Over all lines in the data below, count those holding "yChannelSelector" and give only the result.

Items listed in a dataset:
──────────
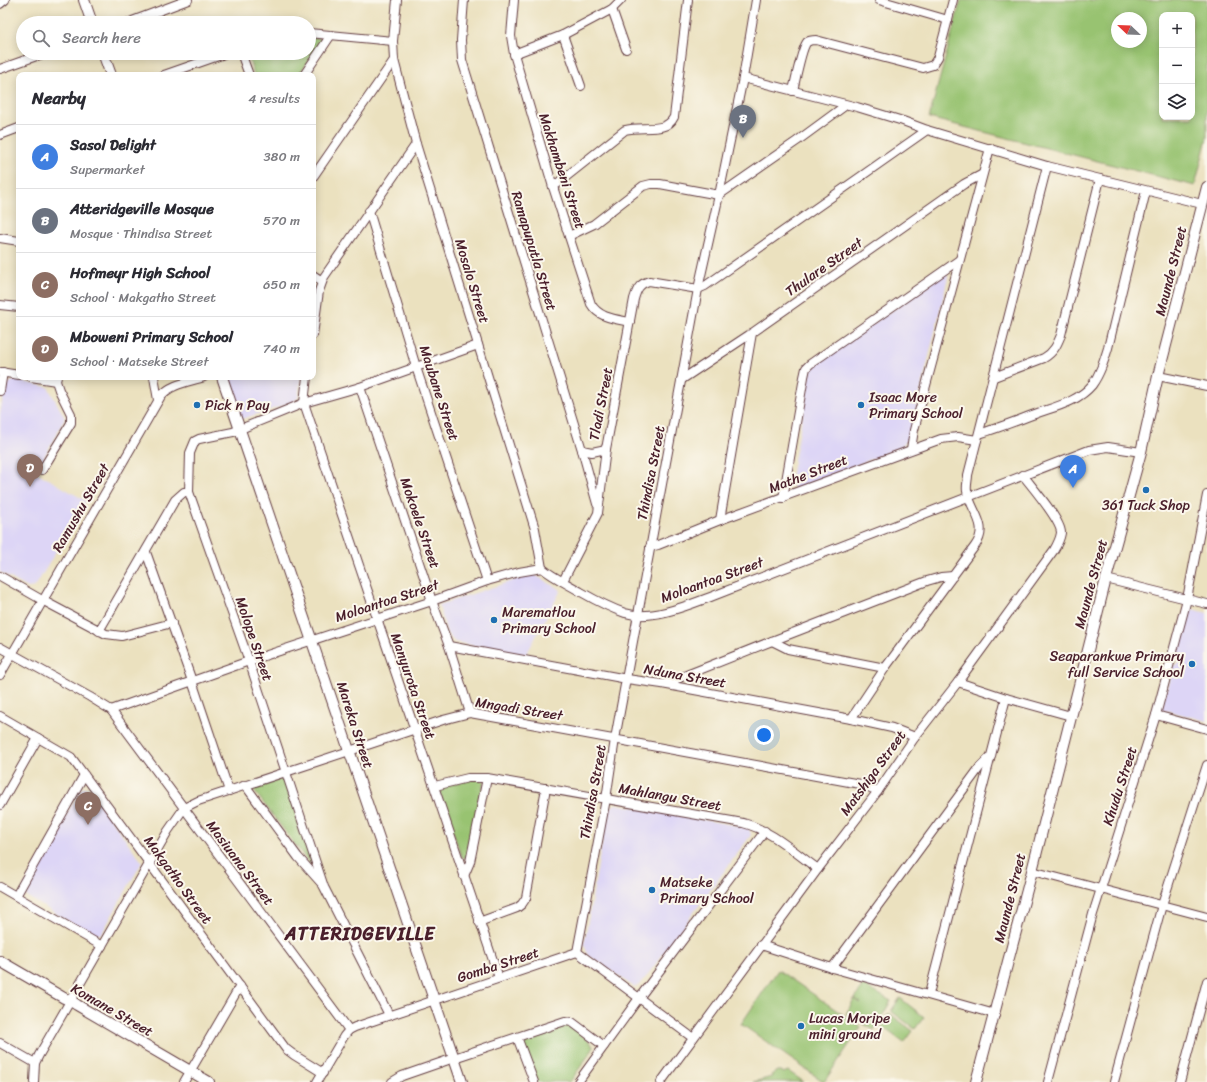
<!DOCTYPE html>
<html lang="en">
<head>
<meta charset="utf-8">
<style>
  :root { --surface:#fff; --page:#f2f2f3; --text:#2b2b33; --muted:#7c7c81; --line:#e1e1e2; --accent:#1f6fb2 }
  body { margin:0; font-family:Sriracha,sans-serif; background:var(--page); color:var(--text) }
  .controls { position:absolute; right:12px; top:12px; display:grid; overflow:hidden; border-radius:8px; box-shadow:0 2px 10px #0003 }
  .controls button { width:36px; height:36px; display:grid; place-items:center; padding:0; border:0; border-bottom:1px solid var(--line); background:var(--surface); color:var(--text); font:20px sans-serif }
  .compass { position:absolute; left:1111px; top:12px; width:36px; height:36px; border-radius:50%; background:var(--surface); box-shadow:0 2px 10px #0003; rotate:293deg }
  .you { position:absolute; left:764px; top:735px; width:14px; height:14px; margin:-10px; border:3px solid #fff; border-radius:50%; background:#1a73e8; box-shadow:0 0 0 6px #1a73e833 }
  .badge { display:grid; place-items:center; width:26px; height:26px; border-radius:50%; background:var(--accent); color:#fff; font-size:13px; font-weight:700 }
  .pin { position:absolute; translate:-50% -33px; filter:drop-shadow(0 1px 2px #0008) }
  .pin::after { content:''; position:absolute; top:21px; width:14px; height:12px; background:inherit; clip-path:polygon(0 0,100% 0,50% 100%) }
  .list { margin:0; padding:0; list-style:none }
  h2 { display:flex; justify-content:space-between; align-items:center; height:52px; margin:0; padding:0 16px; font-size:17px }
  h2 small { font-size:13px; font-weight:400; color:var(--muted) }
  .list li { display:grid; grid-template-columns:26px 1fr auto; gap:12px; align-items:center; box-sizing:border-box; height:64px; padding:0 16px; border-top:1px solid var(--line) }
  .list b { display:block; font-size:15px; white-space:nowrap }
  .list p { margin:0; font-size:13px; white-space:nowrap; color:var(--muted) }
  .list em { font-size:13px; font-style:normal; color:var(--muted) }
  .icon { flex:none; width:22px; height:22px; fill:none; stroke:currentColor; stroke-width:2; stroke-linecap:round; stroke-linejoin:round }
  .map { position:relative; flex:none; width:1207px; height:1082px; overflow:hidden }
  .search { position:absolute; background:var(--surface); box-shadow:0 2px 10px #0003; left:16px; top:16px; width:300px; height:44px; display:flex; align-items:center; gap:10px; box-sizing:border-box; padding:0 14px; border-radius:22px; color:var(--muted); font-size:15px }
  .panel { position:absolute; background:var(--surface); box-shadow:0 2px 10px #0003; left:16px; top:72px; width:300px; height:308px; border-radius:8px }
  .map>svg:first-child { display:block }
</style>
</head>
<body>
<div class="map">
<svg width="1207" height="1082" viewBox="0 0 1207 1082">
  <rect width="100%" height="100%" fill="#fbf7ec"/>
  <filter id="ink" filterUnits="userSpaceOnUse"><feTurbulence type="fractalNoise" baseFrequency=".025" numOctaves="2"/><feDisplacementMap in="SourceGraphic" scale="8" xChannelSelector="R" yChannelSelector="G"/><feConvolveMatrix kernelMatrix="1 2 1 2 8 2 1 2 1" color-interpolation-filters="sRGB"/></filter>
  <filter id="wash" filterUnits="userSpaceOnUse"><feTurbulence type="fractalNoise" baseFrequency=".012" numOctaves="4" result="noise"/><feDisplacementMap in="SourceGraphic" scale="16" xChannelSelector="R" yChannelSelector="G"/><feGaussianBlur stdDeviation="0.9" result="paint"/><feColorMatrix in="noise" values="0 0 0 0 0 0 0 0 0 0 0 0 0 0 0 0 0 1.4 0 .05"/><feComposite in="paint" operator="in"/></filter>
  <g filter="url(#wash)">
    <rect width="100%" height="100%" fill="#ebe1bf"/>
    <!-- built -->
    <g fill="#ddd5f6">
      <path d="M946,272L948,277L909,439L900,448L795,489L790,483L811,370L815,365Z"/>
      <path d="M227,377H301L298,398L291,403L242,419Z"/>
      <path d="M15,380L48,387L65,418L36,472L86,501L35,587L28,588L0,572V414L5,385Z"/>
      <path d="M533,574L561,590L526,655L455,642L447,634L439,605Z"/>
      <path d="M1192,609L1207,613V721L1161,709L1173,666L1180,662L1181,659L1177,651L1186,614Z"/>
      <path d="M82,788H88L142,862L102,933L93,936L26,896L23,888Z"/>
      <path d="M616,804L749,828L751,835L640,985L634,987L588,955L584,944L608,809Z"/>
    </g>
    <!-- green -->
    <g fill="#98c371" stroke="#71714e" fill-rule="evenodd">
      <path d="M961,0H1207V138L1195,186L929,118ZM1162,15H1192V117H1162ZM1117,18H1141V42H1117Z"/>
      <path d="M309,37L323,39L299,75H254L247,53H309Z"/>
      <path d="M284,777L315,866L313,868L252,788Z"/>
      <path d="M473,779L484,781L469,857L462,858L440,794L443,786Z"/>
      <path d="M778,970L861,1027L824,1082L741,1024Z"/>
      <path d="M863,985L891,1001L874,1030L846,1014L854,999L861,1003L855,999Z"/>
      <path d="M900,998L924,1017L915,1029L891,1011Z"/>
      <path d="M889,1013L913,1031L904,1043L880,1025Z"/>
      <path d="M569,1023L591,1043L593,1047L592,1050L570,1082H537L522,1044L525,1037Z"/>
      <path d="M777,1071H782L783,1073L788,1071L804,1082H753L772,1077L771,1075Z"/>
    </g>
  </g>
  <g filter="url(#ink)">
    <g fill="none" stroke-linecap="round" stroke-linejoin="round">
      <!-- minor casing -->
      <g stroke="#623c41" stroke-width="10">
        <g id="minor">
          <path d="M397,0L393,41L394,60L416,144L535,529L542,568"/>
          <path d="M464,0L461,40L462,60L582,450L597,504"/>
          <path d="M514,0L511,36L514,54L553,187L591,304C599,318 615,319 630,322"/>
          <path d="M879,0L948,20"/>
          <path d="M0,4L5,0"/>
          <path d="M612,9L626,49"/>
          <path d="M127,23L188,0"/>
          <path d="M309,33L393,41"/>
          <path d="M563,35L581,86"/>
          <path d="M241,53L249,75"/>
          <path d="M514,54L563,35L612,9L621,0"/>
          <path d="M0,69L45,53"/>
          <path d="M164,75L227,53"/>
          <path d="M304,75L331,35"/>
          <path d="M743,78L857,107L903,121L927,130L1047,166L1202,204"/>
          <path d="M793,91C795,82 802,47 807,42C810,40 813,40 816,40L923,68L933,65L938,57L953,0"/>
          <path d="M0,135L19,128"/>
          <path d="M313,177L394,60"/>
          <path d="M553,187L625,130C642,125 666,134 674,117L688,0"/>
          <path d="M369,211L416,367L487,581"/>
          <path d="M569,236L594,224L643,186L651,184H660L719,195L797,141L846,105"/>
          <path d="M0,238L19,241"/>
          <path d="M313,275L322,281"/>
          <path d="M0,305L19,307"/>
          <path d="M313,335L319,291L324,277L416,144"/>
          <path d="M0,372L19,375"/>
          <path d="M1158,376L1207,386"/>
          <path d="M31,377L56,381"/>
          <path d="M154,377L158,400"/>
          <path d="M307,377L304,403L499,978"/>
          <path d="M994,377L1044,358C1054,352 1057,345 1061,335L1100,179"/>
          <path d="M681,380L752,333L964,184L981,175"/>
          <path d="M360,387L432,601L449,646L470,713"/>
          <path d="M0,391L3,372"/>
          <path d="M979,434C998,428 1016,421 1035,414C1054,407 1078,402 1092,385C1100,374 1104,361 1108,348L1146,191"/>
          <path d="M911,449L914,430L990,148"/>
          <path d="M582,450L592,452L606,449"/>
          <path d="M42,470L71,423V414L59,390L56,381L57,377"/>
          <path d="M783,498L804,377L806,368L810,364L959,260"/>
          <path d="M720,520L752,333"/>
          <path d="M650,547L658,545L720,520L941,439L958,437L977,440"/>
          <path d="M146,552L192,681L229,791"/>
          <path d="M0,576L42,600L106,634L122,636L172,623"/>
          <path d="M1106,579L1207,604"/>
          <path d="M563,581L598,513L606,449L634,299C637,289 639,284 649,281L698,289L705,286L927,130"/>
          <path d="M99,631L175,500L184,492H189"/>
          <path d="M772,641L788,649L885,668"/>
          <path d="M449,646L627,679L662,684L851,719L892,728L915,737"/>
          <path d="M0,647L90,697L111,710L349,1030"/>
          <path d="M0,675L161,396C171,384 189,382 204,377"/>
          <path d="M958,682L1006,698L1071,716"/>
          <path d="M664,684L772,641L927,581L941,577L953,576"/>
          <path d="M111,710L249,661L432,601L487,581L519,572L542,568C554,578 568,584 581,592C595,600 610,608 625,613C651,621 689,605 713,596L1089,450L1108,447L1141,452"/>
          <path d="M1156,715L1207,729"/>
          <path d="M0,716L71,757L286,1049L294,1055L323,1073"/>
          <path d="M851,719L885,668L975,546C990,525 971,512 967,491C966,486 968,480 968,475L1047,166"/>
          <path d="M245,785L298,857L323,885"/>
          <path d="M435,786L468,778H487L743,823C771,830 794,852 818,869"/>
          <path d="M0,805L38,738"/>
          <path d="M1032,871L1207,917"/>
          <path d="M464,876L470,862L487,778"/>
          <path d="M0,887L102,946"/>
          <path d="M16,896L84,775"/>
          <path d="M479,922L517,908L522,904L526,898L546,788"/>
          <path d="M761,945L832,968L995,1014"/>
          <path d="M577,952L606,799L615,739L698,289L719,195L743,78L756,0"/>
          <path d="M832,968L980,767L991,756"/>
          <path d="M929,994L1006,698"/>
          <path d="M389,1015L324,887L249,661L189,492L190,453L195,441L199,439L233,432L304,403L360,387L478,345"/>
          <path d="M517,1037L534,1082"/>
          <path d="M0,1043L35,1063"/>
          <path d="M34,1082L35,1063L39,1055L168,831L184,808L198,801L443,720L470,713L849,782L861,784L878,791"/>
          <path d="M184,1082L240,986"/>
          <path d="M317,1082L344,1036L349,1030L355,1027L577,952L693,1038"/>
          <path d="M392,1082L402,1076L454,1058L565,1021L572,1022L604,1046"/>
          <path d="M578,1082L639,998L765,831"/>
          <path d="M661,1082L818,869L878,791L915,737L958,682L1054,550C1057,545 1060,539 1061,533C1061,520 1032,487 1023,475"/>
          <path d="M1048,1082L1093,914L1156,715L1187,599L1207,495"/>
          <path d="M1114,1082L1162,905L1207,765"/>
          <path d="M1180,1082L1207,981"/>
        </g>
      </g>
      <!-- tertiary casing -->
      <g stroke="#623c41" stroke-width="12">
        <g id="tertiary">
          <path d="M84,0L92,23"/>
          <path d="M103,53L111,75"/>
          <path d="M222,377L462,1082"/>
          <path d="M0,961L64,998L71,1001L77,1005L209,1082"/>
          <path d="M976,1082L1032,871L1106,579L1141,452L1158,376L1207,187"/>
        </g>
      </g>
      <!-- minor -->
      <use href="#minor" stroke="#fff" stroke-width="8"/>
      <!-- tertiary -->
      <use href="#tertiary" stroke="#fff" stroke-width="10"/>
    </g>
  </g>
  <!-- markers -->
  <g fill="#1f6fb2" stroke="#fbf7ec" stroke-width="1.5">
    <circle cx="197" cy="405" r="4"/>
    <circle cx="861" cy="405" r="4"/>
    <circle cx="1146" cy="490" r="4"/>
    <circle cx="494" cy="620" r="4"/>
    <circle cx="1192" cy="664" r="4"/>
    <circle cx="652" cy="890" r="4"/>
    <circle cx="801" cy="1026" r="4"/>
  </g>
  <g text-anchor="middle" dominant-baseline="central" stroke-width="4" stroke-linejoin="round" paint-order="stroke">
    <!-- street labels -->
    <g font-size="14" fill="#4a1f2b" stroke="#fbf7ec">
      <text transform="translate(562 171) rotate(72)">Makhambeni Street</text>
      <text transform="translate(534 251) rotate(73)">Ramapuputla Street</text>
      <text transform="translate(824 267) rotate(-35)">Thulare Street</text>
      <text transform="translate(1171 271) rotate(-76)">Maunde Street</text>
      <text transform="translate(472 281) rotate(73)">Mosalo Street</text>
      <text transform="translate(439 393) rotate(72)">Maubane Street</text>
      <text transform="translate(601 404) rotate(-79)">Tladi Street</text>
      <text transform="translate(651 473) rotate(-79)">Thindisa Street</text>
      <text transform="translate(808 474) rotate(-21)">Mathe Street</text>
      <text transform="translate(81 508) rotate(-60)">Ramushu Street</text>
      <text transform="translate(420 523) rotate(71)">Mokoele Street</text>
      <text transform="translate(712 580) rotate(-20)">Moloantoa Street</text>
      <text transform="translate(1091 584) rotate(-75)">Maunde Street</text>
      <text transform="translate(387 601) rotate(-18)">Moloantoa Street</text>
      <text transform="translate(254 639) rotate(71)">Molope Street</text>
      <text transform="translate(685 676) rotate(10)">Nduna Street</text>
      <text transform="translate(413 686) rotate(71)">Manyurota Street</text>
      <text transform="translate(519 709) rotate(9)">Mngadi Street</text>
      <text transform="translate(355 725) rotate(72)">Mareka Street</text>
      <text transform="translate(873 773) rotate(-54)">Matshiga Street</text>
      <text transform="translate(1120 786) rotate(-72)">Khudu Street</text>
      <text transform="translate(593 792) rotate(-80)">Thindisa Street</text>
      <text transform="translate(670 797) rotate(10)">Mahlangu Street</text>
      <text transform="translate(240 863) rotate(53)">Masiuana Street</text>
      <text transform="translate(178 880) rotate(54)">Makgatho Street</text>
      <text transform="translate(1010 898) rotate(-76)">Maunde Street</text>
      <text transform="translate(498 965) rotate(-18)">Gomba Street</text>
      <text transform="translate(112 1010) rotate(30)">Komane Street</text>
    </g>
    <!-- poi labels -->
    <g font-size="14" fill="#4a1f2b" stroke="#fbf7ec" text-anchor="start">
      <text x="869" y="397">Isaac More<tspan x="869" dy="16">Primary School</tspan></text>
      <text x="205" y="405">Pick n Pay</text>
      <text x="1146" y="505" text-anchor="middle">361 Tuck Shop</text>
      <text x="502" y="612">Marematlou<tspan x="502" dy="16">Primary School</tspan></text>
      <text x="1184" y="656" text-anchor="end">Seaparankwe Primary<tspan x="1184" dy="16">full Service School</tspan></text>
      <text x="660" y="882">Matseke<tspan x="660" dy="16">Primary School</tspan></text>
      <text x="809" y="1018">Lucas Moripe<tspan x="809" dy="16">mini ground</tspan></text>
    </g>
    <!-- district labels -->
    <g font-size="18" font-weight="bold" letter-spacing="1" fill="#4a1f2b" stroke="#fbf7ec">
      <text x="360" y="934">ATTERIDGEVILLE</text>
    </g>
  </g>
</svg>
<div class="controls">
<button>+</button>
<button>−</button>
<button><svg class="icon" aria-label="layers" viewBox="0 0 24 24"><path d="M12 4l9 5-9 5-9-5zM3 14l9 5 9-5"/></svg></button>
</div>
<svg class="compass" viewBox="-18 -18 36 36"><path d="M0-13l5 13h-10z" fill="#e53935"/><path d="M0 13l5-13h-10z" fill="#7c7c81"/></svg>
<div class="you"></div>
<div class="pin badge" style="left:1073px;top:488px;background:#3f7fe0">A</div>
<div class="pin badge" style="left:743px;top:138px;background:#6b7280">B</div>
<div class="pin badge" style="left:88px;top:825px;background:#8d6e63">C</div>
<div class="pin badge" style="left:30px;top:487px;background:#8d6e63">D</div>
<div class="search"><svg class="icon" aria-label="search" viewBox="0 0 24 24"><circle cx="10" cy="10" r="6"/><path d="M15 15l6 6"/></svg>Search here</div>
<section class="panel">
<h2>Nearby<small>4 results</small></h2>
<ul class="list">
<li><span class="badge" style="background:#3f7fe0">A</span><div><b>Sasol Delight</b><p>Supermarket</p></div><em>380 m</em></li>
<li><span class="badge" style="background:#6b7280">B</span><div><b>Atteridgeville Mosque</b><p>Mosque · Thindisa Street</p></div><em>570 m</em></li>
<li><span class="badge" style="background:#8d6e63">C</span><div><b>Hofmeyr High School</b><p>School · Makgatho Street</p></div><em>650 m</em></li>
<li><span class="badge" style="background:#8d6e63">D</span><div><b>Mboweni Primary School</b><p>School · Matseke Street</p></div><em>740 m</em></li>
</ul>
</section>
</div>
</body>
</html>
──────────
### EXPECTED OUTPUT
2